*** Stored data ***

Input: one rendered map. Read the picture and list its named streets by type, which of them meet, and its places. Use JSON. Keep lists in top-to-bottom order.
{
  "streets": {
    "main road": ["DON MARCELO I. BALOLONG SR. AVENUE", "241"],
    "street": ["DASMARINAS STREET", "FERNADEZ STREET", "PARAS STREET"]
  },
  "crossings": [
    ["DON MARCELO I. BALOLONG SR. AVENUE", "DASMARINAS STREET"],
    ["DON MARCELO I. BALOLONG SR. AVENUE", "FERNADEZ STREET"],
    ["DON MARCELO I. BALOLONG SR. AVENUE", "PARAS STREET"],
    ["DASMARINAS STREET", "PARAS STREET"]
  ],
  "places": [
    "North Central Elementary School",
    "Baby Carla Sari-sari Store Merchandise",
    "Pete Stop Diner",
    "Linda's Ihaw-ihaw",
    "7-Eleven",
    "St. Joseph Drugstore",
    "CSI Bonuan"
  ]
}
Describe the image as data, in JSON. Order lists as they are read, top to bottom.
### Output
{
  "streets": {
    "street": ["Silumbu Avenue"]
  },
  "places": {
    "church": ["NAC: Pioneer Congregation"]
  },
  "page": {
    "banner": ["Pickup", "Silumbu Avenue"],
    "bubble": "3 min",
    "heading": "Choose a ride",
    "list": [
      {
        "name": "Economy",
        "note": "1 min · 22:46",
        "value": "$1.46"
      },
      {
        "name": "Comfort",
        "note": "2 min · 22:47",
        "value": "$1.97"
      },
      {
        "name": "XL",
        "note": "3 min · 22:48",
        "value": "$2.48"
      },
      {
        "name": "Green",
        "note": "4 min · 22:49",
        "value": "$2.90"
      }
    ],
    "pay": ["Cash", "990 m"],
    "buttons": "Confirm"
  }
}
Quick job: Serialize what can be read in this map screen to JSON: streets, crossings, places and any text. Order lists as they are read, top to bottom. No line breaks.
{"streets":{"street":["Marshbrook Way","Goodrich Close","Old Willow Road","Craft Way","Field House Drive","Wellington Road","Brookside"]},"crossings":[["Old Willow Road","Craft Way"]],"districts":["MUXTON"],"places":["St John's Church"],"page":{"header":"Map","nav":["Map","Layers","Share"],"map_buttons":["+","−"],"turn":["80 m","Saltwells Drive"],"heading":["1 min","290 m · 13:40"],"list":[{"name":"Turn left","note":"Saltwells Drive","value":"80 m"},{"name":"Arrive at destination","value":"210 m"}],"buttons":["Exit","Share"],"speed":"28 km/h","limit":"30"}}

***

◆ Exercise directions: Provide a verbatim reproduction of all the records.

◆ Answer section:
Input: one rendered map. Read the picture and list its named streets by type, which of them meet, and its places. Use JSON. Keep lists in top-to-bottom order.
{
  "streets": {
    "main road": ["DON MARCELO I. BALOLONG SR. AVENUE", "241"],
    "street": ["DASMARINAS STREET", "FERNADEZ STREET", "PARAS STREET"]
  },
  "crossings": [
    ["DON MARCELO I. BALOLONG SR. AVENUE", "DASMARINAS STREET"],
    ["DON MARCELO I. BALOLONG SR. AVENUE", "FERNADEZ STREET"],
    ["DON MARCELO I. BALOLONG SR. AVENUE", "PARAS STREET"],
    ["DASMARINAS STREET", "PARAS STREET"]
  ],
  "places": [
    "North Central Elementary School",
    "Baby Carla Sari-sari Store Merchandise",
    "Pete Stop Diner",
    "Linda's Ihaw-ihaw",
    "7-Eleven",
    "St. Joseph Drugstore",
    "CSI Bonuan"
  ]
}
Describe the image as data, in JSON. Order lists as they are read, top to bottom.
### Output
{
  "streets": {
    "street": ["Silumbu Avenue"]
  },
  "places": {
    "church": ["NAC: Pioneer Congregation"]
  },
  "page": {
    "banner": ["Pickup", "Silumbu Avenue"],
    "bubble": "3 min",
    "heading": "Choose a ride",
    "list": [
      {
        "name": "Economy",
        "note": "1 min · 22:46",
        "value": "$1.46"
      },
      {
        "name": "Comfort",
        "note": "2 min · 22:47",
        "value": "$1.97"
      },
      {
        "name": "XL",
        "note": "3 min · 22:48",
        "value": "$2.48"
      },
      {
        "name": "Green",
        "note": "4 min · 22:49",
        "value": "$2.90"
      }
    ],
    "pay": ["Cash", "990 m"],
    "buttons": "Confirm"
  }
}
Quick job: Serialize what can be read in this map screen to JSON: streets, crossings, places and any text. Order lists as they are read, top to bottom. No line breaks.
{"streets":{"street":["Marshbrook Way","Goodrich Close","Old Willow Road","Craft Way","Field House Drive","Wellington Road","Brookside"]},"crossings":[["Old Willow Road","Craft Way"]],"districts":["MUXTON"],"places":["St John's Church"],"page":{"header":"Map","nav":["Map","Layers","Share"],"map_buttons":["+","−"],"turn":["80 m","Saltwells Drive"],"heading":["1 min","290 m · 13:40"],"list":[{"name":"Turn left","note":"Saltwells Drive","value":"80 m"},{"name":"Arrive at destination","value":"210 m"}],"buttons":["Exit","Share"],"speed":"28 km/h","limit":"30"}}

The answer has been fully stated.